CLARISSA MACEDO, 5 poemas
nota à leitora, ao leitor, e todxs xs leitorxs:
este é um livro de fronteira, um livro que se encontra na terceira borda do tempo e do espaço, um livro à margem, no entre-lugar do coração. logo é um livro de esquerda, porque marginal. sem ismos, na encosta das pontes, nas pedras que viram chão e pelas quais se faz a travessia. este é um livro sem raiz, cravado na nação e no corpo, nas dobras e nos filetes, nos sinos da história. é este um livro, um livro que viaja o mundo e que se encontra no país, no país que não o lerá e que o perderá ao vento, sem jamais tê-lo encontrado.
(Clarissa Macedo, apresentação do livro O nome do mapa e outros mitos de um tempo chamado aflição / Ed. Ofícios Terrestres, 2019)
Arrebatamento
Há um apelo em mim
que se desdobra e amanhece
uma nuance que fere
alguns desvios do medo –
uma chaga,
uma fita rosa daquele cabelo.
Há em mim um anjo
e há também um pássaro,
um quer me levar ao céu
o outro me perder no espaço.
Alguns dizem que sou daqui,
daquela casa da esquina;
eu digo que morri… quando
descobria cada desejo secreto.
O mundo é uma hora
mal desenhada e em tudo
esconde-se o infinito.
À noite, lembro da morte
de dia quero o consolo
do arrependimento.
Por ora, só me resta ser arrebatada
na utopia do meu próprio tempo.
(na pata do cavalo há sete abismos. Penalux, 2017)
Noturno n. 4
À noite,
No descanso das injustiças e das fraquezas,
Eles decretam no palácio a tua própria fome.
Quando amanhece, o sol não nos fala
Nele, uma cortina de 100 dólares ponta de estoque
Em nós, o medo e o mito do silêncio.
Bronze o dia as aflições pelo trabalho e pelo sono.

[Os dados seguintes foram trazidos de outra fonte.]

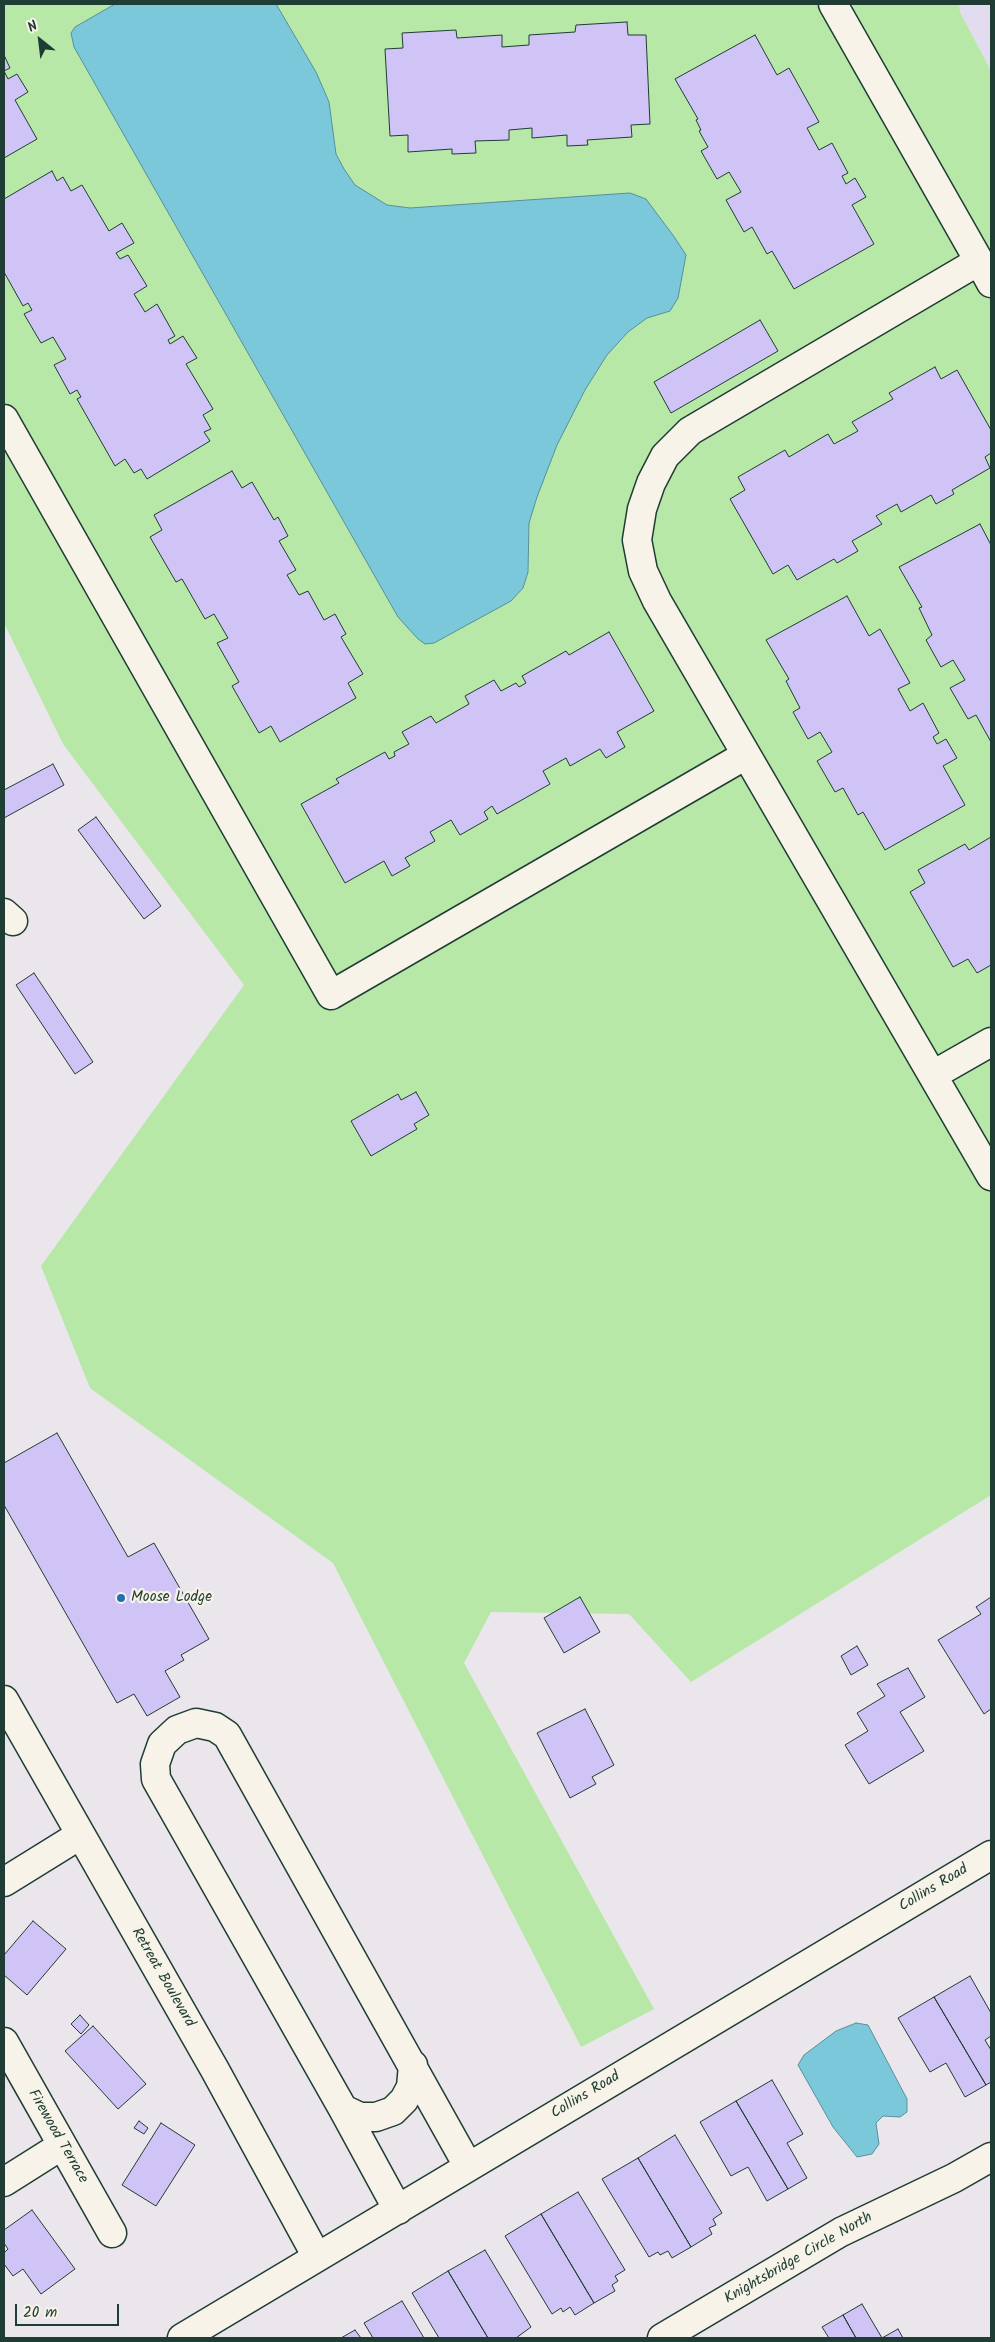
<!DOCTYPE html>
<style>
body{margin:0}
#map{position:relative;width:995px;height:2342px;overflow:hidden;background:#ebe5ec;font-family:Kalam,sans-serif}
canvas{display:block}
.frame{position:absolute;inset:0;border:5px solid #1f3d34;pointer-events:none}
.north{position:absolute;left:15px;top:15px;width:50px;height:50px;-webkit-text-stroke:4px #f7f3e8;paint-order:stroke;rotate:331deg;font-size:14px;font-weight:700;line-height:20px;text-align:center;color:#1f3d34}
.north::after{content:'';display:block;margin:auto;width:18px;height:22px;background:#1f3d34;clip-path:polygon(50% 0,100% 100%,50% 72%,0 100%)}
.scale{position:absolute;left:15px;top:2304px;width:104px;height:22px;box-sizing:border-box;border:2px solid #1f3d34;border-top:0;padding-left:6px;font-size:15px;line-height:18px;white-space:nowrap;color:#1f3d34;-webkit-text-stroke:4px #f7f3e8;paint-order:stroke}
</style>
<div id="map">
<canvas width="995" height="2342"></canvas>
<div class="frame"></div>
<div class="north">N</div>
<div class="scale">20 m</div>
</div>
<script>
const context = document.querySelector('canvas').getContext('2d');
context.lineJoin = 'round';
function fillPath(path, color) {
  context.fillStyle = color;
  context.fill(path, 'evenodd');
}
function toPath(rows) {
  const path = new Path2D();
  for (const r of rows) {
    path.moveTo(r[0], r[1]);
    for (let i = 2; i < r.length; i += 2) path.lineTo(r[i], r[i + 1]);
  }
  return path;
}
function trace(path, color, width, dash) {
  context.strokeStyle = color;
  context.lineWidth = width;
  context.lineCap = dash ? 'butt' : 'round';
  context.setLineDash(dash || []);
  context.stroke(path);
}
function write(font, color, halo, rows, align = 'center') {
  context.font = font + ' Kalam,sans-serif';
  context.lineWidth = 4.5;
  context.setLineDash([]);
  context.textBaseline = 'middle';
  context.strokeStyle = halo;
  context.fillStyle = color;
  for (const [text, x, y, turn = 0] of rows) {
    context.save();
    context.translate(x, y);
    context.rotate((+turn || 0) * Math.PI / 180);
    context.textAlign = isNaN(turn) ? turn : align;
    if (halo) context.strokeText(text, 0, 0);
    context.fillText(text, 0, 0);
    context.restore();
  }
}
fillPath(toPath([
 [959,4,990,4,991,71,960,12]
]), '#e3dbef');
fillPath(toPath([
 [4,4,959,4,960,12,991,71,991,1495,691,1682,629,1614,491,1612,464,1663,654,2009,581,2047,333,1563,90,1388,41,1266,244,985,63,744,4,623]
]), '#b7e8a8');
const water = toPath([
 [115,4,276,4,316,72,329,102,336,154,344,169,355,185,387,205,410,208,630,193,646,199,675,238,686,255,678,298,670,311,647,318,628,332,607,355,585,390,557,445,537,497,529,523,528,572,523,588,511,601,434,643,425,644,418,639,398,617,74,47,71,33,75,27,115,4],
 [856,2023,868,2025,907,2099,907,2112,900,2117,883,2116,876,2123,879,2144,872,2154,857,2157,833,2127,798,2065,804,2055,836,2031,856,2023]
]);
fillPath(water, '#7cc8db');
trace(water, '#579098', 1);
const building = toPath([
 [627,22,628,35,646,35,650,124,631,125,632,137,587,140,588,145,567,146,567,135,532,138,532,128,509,130,509,140,475,141,476,153,452,154,452,149,408,152,408,135,390,136,385,49,403,48,402,33,456,30,457,38,502,35,502,47,529,45,529,35,575,32,576,25,627,22],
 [755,35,777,75,789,68,819,122,807,128,819,150,832,143,848,173,842,176,846,184,855,178,866,197,852,205,874,244,794,289,772,251,767,254,752,227,744,232,726,200,741,192,729,172,717,179,701,151,708,147,699,131,701,130,696,120,698,119,675,79,755,35],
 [4,55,10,68,4,71,8,79,17,74,28,92,15,100,37,139,4,158,4,55],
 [52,171,57,181,63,177,71,191,82,185,109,231,122,223,134,243,116,253,120,259,128,255,147,286,134,294,145,312,157,304,175,336,168,340,170,344,183,336,197,358,186,364,213,409,203,415,211,429,204,432,210,441,147,479,141,469,134,473,125,459,115,466,77,399,81,397,77,390,70,394,54,365,66,359,53,337,41,343,24,314,32,310,28,303,23,306,4,272,4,199,52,171],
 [760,320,778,351,671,413,654,382,760,320],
 [935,367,941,379,957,370,991,430,991,453,985,457,990,468,952,490,954,494,936,504,931,495,901,512,897,504,876,516,882,524,852,541,858,551,837,563,834,559,797,580,788,565,773,574,730,499,745,490,738,477,785,450,789,457,828,434,834,444,858,431,852,422,893,399,889,393,935,367],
 [232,471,242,488,252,482,274,520,278,517,288,536,279,541,296,570,287,575,299,595,308,591,324,620,335,614,346,634,341,637,363,674,348,683,356,698,280,742,271,726,259,733,232,686,239,682,217,643,228,638,214,614,205,619,182,579,176,582,150,537,162,530,154,515,232,471],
 [980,524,991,545,991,742,976,715,968,719,950,688,965,680,953,660,941,667,926,640,932,635,919,608,922,607,899,567,980,524],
 [847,596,869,636,880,629,910,683,898,689,910,711,923,703,939,733,933,737,937,744,946,739,957,758,943,766,965,805,885,850,863,812,858,815,843,788,835,792,817,761,832,752,820,732,808,739,793,712,800,708,786,681,789,679,766,640,847,596],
 [609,632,654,711,617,732,625,747,606,758,600,749,570,766,566,758,543,771,550,784,497,814,492,806,484,812,488,819,460,835,451,820,430,832,435,841,405,858,410,866,392,876,384,861,345,883,301,804,339,783,336,779,385,752,389,759,395,756,394,752,409,744,402,732,431,716,436,723,469,704,465,696,494,680,501,691,516,683,519,687,526,683,522,676,566,651,569,655,609,632],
 [53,764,64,785,4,818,4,790,53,764],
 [96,817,161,906,144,919,78,830,96,817],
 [991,837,991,965,977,973,968,959,953,967,910,892,925,883,918,870,965,844,969,850,991,837],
 [34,973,93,1062,75,1074,16,985,34,973],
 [416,1092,429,1115,414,1124,417,1129,371,1156,351,1121,398,1094,401,1100,416,1092],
 [57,1433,128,1557,154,1543,209,1639,181,1655,184,1660,165,1671,180,1697,147,1716,134,1694,117,1703,4,1505,4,1463,57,1433],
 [580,1597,600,1632,564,1653,544,1618,580,1597],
 [991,1597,991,1709,984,1714,938,1640,981,1614,976,1607,991,1597],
 [857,1646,868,1665,851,1675,841,1656,857,1646],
 [908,1668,925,1697,900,1712,924,1751,869,1784,845,1745,868,1731,857,1713,885,1696,877,1684,908,1668],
 [585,1709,614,1765,592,1777,596,1784,570,1798,537,1733,585,1709],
 [33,1921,66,1949,27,1995,4,1975,4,1955,33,1921],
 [970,1976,991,2013,991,2036,985,2040,991,2050,991,2082,986,2085,934,1997,970,1976],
 [934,1997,986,2085,965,2097,946,2063,930,2072,898,2018,934,1997],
 [80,2015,89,2025,81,2034,71,2024,80,2015],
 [93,2026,146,2084,118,2109,65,2051,93,2026],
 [772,2080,803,2134,787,2143,807,2178,788,2189,736,2101,772,2080],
 [736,2101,788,2189,767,2201,748,2167,731,2176,700,2122,736,2101],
 [139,2121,148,2128,144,2134,134,2128,139,2121],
 [161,2123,195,2145,156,2206,122,2185,161,2123],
 [675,2135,722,2213,713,2219,716,2225,709,2228,712,2234,691,2247,638,2158,675,2135],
 [638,2158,691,2247,672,2258,668,2251,660,2255,658,2252,649,2257,602,2179,638,2158],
 [578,2192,625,2270,615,2276,618,2281,612,2285,615,2291,594,2303,541,2214,578,2192],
 [32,2210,75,2269,41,2294,23,2269,13,2276,4,2264,4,2253,8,2249,4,2243,4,2230,32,2210],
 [541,2214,594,2303,575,2315,570,2307,563,2312,561,2308,552,2314,505,2236,541,2214],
 [485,2250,531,2327,516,2338,488,2338,448,2271,485,2250],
 [448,2271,488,2338,439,2338,412,2293,448,2271],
 [402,2301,424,2338,373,2338,364,2323,402,2301],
 [862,2304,882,2338,856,2338,843,2315,862,2304],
 [843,2315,856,2338,829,2338,822,2327,843,2315],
 [898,2329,903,2338,882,2338,898,2329],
 [355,2330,361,2338,341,2338,355,2330]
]);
fillPath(building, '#d0c4f6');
trace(building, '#1f3d34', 1);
const minor = toPath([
 [833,4,979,261],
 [991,283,979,261,690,431,665,456,651,483,642,509,637,540,643,571,657,601,991,1176],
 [4,419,331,995,746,755],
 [4,913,13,921],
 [933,1075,991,1042],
 [4,1700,215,2070,317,2257],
 [4,1882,80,1835],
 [4,2042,112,2233],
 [343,2109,360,2117,376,2117,393,2111,404,2100,411,2087,413,2065],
 [4,2182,61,2146],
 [398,2210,343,2109,156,1779,155,1764,162,1744,177,1730,196,1723,215,1727,227,1735,468,2166],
 [182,2338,991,1855],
 [662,2338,841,2232,954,2178,991,2157]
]);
trace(minor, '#1f3d34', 31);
trace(minor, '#f7f3e8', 28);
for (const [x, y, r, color] of [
 [121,1598,5,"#1f6fb2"]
]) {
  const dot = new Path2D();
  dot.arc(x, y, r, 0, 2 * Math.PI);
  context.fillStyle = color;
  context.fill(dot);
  trace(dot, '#f7f3e8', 2);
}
write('15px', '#1f3d34', '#f7f3e8', [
 ["Moose Lodge",131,1598]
], 'left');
write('15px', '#1f3d34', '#f7f3e8', [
 ["Collins Road",934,1889,-31],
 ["Retreat Boulevard",162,1978,60],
 ["Collins Road",586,2096,-31],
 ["Firewood Terrace",57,2137,60],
 ["Knightsbridge Circle North",799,2259,-30]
]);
</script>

E quando enfim madruga e a jornada de tantas horas parece
[que chega ao fim
Eles dizem que haverá mais
Que haverá mais porque é preciso cansaço para os nossos
[olhos
É preciso sangue
Para que não se possa meditar
Para que sigamos
Máquina aos moinhos
A moer tudo aquilo que somos, tudo aquilo que não
[podemos ser.
(O nome do mapa e outros mitos de um tempo chamado aflição. Ofícios terrestres, 2017)
Futuro
Para Carvalho Júnior
Quando falo das minhas décadas,
da solidão das décadas,
um espelho se abre no chão:
é como se eu voltasse ao útero,
raro, vazio,
e a vida inteira escapasse
como a cigana que escondeu as cartas da infância.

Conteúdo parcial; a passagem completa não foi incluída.